痛さの経験をする、「痛い」と感じるときに、「痛い」という言葉を使うことを覚える。それと同じで、「赤」という言葉は、赤い色を見たときに、それを「赤」と呼ぶように学習し、しかも、赤い色を経験する一部に、「赤い」と発言する行為があって、それが互いにキャッチボールされて理解されていく、というのです。
「赤いものをもってきて」と言うと、相手が「赤い物」をもってくる。それを見ている私は、「赤い物」が最初は、なんだかわからないが、しばらく見ていると、「赤い物」とは、こういうものだとわかってくる。ああ、これが「赤」という言葉の使い方だと、やりとりをするなかで学習していくというのです。

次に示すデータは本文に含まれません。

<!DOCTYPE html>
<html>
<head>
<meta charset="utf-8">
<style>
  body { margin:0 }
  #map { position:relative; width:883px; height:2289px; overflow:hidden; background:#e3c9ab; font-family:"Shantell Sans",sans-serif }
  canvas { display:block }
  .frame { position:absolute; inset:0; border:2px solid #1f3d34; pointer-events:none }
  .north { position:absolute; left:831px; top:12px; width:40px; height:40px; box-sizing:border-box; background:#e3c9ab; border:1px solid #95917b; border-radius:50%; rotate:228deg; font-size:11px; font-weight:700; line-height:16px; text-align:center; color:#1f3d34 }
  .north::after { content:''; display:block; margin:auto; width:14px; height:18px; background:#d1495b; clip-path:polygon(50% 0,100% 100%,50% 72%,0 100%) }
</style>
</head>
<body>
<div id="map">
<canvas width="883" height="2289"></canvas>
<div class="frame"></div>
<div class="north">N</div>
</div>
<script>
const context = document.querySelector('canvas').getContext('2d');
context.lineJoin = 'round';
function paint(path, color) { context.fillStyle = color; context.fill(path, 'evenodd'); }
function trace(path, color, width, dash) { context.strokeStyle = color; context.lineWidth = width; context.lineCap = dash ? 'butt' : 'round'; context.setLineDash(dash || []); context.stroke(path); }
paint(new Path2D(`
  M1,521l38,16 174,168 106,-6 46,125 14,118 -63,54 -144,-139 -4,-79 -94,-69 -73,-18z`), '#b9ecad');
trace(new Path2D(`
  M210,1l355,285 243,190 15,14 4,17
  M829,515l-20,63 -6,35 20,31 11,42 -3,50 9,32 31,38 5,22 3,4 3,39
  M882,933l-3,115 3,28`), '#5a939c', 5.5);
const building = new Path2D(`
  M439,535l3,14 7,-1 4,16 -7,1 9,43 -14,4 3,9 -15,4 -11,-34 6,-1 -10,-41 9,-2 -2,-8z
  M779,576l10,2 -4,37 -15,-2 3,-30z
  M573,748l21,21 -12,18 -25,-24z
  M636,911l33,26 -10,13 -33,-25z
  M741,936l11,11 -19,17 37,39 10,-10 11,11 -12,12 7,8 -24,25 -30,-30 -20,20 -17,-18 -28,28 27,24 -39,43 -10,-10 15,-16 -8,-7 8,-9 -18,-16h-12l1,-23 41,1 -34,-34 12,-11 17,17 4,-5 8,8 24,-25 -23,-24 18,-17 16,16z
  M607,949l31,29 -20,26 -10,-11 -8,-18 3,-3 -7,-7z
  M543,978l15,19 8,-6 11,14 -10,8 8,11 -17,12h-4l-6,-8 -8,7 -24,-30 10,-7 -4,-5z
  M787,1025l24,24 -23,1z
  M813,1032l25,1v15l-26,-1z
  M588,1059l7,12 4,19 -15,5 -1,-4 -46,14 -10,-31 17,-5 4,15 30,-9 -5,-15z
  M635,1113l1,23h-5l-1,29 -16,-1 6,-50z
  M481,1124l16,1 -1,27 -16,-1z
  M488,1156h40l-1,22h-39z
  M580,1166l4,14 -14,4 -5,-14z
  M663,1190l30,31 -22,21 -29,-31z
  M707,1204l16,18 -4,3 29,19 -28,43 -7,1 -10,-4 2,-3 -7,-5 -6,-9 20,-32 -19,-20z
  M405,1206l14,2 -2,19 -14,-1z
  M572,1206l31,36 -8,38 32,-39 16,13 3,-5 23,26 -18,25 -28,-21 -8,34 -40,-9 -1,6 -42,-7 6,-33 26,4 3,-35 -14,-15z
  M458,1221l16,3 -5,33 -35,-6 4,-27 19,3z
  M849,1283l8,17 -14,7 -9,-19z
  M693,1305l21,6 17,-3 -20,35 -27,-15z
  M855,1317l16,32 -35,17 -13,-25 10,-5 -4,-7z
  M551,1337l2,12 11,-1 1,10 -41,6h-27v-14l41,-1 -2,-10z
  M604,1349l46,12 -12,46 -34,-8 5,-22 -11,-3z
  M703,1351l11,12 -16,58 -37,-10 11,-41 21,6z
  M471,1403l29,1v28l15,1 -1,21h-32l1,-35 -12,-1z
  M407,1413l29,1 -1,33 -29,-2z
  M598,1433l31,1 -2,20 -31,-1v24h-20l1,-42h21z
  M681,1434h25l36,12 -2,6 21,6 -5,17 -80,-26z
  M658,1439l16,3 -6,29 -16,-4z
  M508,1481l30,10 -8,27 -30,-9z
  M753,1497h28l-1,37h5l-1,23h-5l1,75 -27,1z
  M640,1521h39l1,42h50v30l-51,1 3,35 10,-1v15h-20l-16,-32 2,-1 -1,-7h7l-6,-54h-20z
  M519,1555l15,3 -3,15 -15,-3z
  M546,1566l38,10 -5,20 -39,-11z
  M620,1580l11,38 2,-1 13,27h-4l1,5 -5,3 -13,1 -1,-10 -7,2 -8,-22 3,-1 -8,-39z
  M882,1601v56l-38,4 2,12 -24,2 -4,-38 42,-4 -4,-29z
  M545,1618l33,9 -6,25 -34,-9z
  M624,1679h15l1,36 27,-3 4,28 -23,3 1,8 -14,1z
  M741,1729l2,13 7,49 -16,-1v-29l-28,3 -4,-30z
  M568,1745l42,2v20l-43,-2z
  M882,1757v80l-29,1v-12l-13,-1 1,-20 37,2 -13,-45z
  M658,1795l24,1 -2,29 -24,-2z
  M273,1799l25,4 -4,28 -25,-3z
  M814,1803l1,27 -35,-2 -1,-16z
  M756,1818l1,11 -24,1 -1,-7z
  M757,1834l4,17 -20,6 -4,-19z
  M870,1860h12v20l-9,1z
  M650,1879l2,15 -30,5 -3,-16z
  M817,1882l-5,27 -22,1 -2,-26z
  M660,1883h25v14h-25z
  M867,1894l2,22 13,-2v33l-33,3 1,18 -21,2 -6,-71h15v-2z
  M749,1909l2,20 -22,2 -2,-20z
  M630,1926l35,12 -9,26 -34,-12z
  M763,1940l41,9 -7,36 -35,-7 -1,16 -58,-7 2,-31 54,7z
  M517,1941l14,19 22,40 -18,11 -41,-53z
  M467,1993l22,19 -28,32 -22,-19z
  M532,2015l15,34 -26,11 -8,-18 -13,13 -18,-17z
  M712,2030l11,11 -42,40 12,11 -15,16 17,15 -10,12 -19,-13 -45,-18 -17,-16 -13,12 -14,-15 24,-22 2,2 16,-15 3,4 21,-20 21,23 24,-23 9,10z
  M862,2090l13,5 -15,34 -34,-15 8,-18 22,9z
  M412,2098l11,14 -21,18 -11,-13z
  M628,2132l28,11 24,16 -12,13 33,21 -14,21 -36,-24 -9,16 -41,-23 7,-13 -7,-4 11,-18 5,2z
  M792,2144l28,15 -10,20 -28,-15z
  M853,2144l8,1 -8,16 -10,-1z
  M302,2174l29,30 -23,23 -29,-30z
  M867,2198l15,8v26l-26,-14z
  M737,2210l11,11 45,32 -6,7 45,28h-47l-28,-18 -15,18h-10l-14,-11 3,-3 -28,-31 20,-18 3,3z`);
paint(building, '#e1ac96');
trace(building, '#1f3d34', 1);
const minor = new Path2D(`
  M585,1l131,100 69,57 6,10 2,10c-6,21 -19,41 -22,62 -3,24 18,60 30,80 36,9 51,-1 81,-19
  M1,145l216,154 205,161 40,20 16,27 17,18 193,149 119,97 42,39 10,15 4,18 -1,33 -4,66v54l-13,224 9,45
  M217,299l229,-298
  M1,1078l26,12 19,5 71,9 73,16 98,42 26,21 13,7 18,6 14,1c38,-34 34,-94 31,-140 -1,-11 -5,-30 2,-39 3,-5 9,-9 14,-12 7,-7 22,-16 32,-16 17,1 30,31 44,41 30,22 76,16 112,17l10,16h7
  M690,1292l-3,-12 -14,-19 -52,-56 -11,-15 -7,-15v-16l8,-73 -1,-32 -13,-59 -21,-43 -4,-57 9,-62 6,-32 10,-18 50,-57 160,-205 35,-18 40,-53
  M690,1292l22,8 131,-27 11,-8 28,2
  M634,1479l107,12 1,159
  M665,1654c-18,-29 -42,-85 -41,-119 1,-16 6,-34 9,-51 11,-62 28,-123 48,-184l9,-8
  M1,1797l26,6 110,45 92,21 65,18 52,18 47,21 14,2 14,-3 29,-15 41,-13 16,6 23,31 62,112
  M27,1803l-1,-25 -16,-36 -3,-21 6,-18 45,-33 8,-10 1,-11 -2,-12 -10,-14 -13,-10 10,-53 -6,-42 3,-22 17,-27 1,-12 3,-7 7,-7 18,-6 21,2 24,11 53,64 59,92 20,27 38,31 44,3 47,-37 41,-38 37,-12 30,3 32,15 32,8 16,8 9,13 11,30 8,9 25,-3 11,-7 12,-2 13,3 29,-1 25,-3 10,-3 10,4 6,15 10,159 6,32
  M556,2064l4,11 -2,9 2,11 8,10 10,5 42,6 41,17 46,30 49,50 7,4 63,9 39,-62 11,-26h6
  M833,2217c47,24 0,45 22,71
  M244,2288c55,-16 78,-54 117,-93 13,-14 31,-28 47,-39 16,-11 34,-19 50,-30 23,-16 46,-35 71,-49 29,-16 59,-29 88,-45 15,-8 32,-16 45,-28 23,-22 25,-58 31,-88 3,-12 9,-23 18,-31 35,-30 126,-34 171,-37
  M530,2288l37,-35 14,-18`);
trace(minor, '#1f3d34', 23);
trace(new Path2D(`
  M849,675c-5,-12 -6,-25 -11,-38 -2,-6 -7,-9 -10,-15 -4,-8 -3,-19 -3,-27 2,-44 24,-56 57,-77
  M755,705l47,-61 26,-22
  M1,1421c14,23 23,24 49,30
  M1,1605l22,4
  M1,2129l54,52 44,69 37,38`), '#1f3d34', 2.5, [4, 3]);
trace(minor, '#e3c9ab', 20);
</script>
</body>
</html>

「赤い」色を経験するということの中には、「赤い」という言葉の使いかたを学んだり、その言葉を使ってコミュニケーションしたりすることが含まれている。だから、「赤」という言葉が、そう言う経験とは別に何か得体の知れない概念として存在して、さらに、その概念は、各人バラバラの「私的な赤い経験」を指す、というのはおかしい、となります。
だから、私が見ている「赤色」と、相手が見ている「赤色」は、本当に同じ「紫がかった赤色」なのでしょうか、というのは問題設定がおかしく、同じ「赤い」という言葉が交わされて、コミュニケーションがうまくいっているなら、同じように赤い色を見る経験をしているのだ、ということです。
なんだか、狐につままれたような解答ですね。